##### The input
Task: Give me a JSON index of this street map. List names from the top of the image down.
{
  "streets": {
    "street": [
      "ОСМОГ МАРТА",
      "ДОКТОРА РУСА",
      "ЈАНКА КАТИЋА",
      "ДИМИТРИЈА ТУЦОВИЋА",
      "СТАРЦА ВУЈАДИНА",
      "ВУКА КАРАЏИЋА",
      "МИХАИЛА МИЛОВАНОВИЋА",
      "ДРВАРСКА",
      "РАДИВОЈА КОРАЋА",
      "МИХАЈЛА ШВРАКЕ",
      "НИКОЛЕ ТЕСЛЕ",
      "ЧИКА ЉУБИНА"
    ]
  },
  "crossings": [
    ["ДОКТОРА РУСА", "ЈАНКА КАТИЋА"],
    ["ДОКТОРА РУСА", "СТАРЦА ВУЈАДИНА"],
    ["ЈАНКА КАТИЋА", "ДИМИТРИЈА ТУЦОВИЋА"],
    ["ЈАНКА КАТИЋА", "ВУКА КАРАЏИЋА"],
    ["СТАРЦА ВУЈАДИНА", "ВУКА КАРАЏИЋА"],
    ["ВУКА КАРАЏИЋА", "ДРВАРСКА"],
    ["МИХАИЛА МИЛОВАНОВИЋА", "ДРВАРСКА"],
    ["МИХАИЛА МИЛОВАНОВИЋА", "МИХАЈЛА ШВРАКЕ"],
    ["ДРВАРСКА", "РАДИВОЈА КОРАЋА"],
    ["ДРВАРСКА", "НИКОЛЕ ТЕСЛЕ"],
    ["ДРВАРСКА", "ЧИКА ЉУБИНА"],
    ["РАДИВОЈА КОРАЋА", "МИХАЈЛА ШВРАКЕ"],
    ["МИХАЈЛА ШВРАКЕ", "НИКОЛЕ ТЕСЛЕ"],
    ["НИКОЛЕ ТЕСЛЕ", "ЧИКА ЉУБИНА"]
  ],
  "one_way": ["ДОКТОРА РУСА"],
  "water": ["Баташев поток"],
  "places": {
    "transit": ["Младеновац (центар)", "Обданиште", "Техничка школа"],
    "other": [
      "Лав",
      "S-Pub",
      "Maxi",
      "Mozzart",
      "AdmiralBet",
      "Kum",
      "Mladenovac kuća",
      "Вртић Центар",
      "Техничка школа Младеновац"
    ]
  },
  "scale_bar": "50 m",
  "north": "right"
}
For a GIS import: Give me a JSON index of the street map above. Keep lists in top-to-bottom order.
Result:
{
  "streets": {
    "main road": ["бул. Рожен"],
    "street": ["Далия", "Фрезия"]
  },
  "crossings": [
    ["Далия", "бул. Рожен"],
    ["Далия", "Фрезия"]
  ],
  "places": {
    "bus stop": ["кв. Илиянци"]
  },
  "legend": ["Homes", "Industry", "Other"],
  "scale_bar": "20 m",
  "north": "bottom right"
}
##########
Which lines in the data above hold the string "Техничка"? Show each one.

    "transit": ["Младеновац (центар)", "Обданиште", "Техничка школа"],
      "Техничка школа Младеновац"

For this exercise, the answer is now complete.